Saving money can be difficult, especially if you feel like you’re just barely making ends meet. But putting some money from each paycheck aside for future expenses can be an important part of a well-rounded financial plan.
Many experts suggest putting 20% of your paycheck toward your total savings, which includes retirement, short-term savings, and any other savings goals. Exactly how much you should save each month, however, will depend on a number of factors, including your goals, current income and living expenses.
Here are some guidelines to help you figure how much of your paycheck to save.
What Percentage of My Paycheck Should I Save?
When it comes to what percentage of income to save for future expenses, financial advice can vary depending on where you look. Some experts suggest saving as little as 10% of each paycheck, while others might suggest 30% or more.
According to the 50/30/20 rule of budgeting, 50% of your take-home income should go to essentials, 30% to nonessentials, and 20% to saving for future goals (including debt repayment beyond the minimum).
The right amount for you to save from each paycheck will depend on your income, your fixed expenses, as well as your short- and long-term financial goals.
For example, if the cost of living is high in your area, you may need to spend more than half of your take-home pay on living expenses, making it hard to put 20% of each paycheck into savings.

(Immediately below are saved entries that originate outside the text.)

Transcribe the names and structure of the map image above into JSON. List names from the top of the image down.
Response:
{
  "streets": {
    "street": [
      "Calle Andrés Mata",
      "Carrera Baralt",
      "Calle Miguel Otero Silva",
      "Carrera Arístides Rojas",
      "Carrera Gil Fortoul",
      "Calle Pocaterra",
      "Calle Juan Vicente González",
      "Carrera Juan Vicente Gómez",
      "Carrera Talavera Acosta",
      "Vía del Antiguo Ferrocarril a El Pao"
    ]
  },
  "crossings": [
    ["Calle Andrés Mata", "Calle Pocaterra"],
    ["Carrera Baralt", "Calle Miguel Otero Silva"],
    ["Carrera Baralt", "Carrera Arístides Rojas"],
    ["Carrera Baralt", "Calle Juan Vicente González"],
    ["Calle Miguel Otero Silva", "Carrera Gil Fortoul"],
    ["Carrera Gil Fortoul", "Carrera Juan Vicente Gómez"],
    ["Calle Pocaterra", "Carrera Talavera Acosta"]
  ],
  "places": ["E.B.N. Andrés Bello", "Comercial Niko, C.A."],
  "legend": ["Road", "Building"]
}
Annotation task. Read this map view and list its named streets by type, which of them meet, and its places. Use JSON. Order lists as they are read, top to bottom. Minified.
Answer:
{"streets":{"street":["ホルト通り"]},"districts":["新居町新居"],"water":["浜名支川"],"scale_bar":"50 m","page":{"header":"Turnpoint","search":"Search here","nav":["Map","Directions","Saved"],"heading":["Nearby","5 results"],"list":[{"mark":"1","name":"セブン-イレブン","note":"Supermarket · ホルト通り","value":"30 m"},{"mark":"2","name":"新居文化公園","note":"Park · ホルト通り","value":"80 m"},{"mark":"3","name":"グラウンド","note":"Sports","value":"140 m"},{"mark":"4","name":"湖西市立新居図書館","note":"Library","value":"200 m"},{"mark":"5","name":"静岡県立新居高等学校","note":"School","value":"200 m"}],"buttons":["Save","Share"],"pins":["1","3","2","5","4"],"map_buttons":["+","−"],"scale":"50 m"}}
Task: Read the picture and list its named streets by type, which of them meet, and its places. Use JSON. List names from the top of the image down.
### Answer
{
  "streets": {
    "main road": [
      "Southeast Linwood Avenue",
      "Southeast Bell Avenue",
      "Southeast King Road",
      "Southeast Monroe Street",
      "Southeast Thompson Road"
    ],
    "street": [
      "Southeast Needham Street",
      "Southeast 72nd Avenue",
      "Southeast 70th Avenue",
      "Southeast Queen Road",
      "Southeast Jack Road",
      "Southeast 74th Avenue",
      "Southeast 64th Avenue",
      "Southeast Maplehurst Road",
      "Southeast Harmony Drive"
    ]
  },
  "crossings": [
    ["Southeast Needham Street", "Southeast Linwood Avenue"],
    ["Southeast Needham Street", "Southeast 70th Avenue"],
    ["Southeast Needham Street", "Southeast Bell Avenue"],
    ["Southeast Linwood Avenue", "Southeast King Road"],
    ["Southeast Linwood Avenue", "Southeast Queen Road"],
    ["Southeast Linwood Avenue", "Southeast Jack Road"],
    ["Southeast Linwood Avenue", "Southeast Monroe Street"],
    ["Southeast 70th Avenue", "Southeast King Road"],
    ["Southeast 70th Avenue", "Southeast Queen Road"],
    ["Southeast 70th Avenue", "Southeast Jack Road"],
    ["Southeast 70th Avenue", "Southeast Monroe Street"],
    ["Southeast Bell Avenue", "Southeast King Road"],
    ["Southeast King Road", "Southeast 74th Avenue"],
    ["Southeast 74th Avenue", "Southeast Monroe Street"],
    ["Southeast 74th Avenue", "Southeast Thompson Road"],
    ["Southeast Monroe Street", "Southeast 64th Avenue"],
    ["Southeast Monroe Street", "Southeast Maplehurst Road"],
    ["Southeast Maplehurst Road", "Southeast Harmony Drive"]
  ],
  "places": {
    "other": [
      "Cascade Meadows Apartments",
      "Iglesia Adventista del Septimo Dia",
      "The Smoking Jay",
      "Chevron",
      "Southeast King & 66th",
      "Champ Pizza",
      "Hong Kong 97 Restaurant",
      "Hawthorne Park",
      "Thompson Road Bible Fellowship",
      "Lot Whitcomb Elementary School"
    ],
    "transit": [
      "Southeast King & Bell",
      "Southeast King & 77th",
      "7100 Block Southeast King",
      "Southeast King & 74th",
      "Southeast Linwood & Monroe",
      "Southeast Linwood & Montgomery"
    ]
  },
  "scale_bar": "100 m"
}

On the other hand, If your goal is to buy a home in two years, you may need to put more than 20% percent of your paycheck into savings in order to have your down payment in that timeline. If you want to retire early, you may need to put more of your income towards retirement every month than the average worker.
Recommended: Cost of Living Index by State (2022)
Potential Savings Goals to Work Toward
While we all know that saving can be a good idea, it can be helpful to really think about what it is you are saving for. Having a few specific goals in mind can help you determine how much you need to save each month, and also help keep you motivated to maintain the discipline it takes to save.
Here are some common savings goals that can help you build financial wellness.
An Emergency Fund
Do you have a healthy reserve of cash you could tap to get through a difficult time or cover a large, unexpected expense?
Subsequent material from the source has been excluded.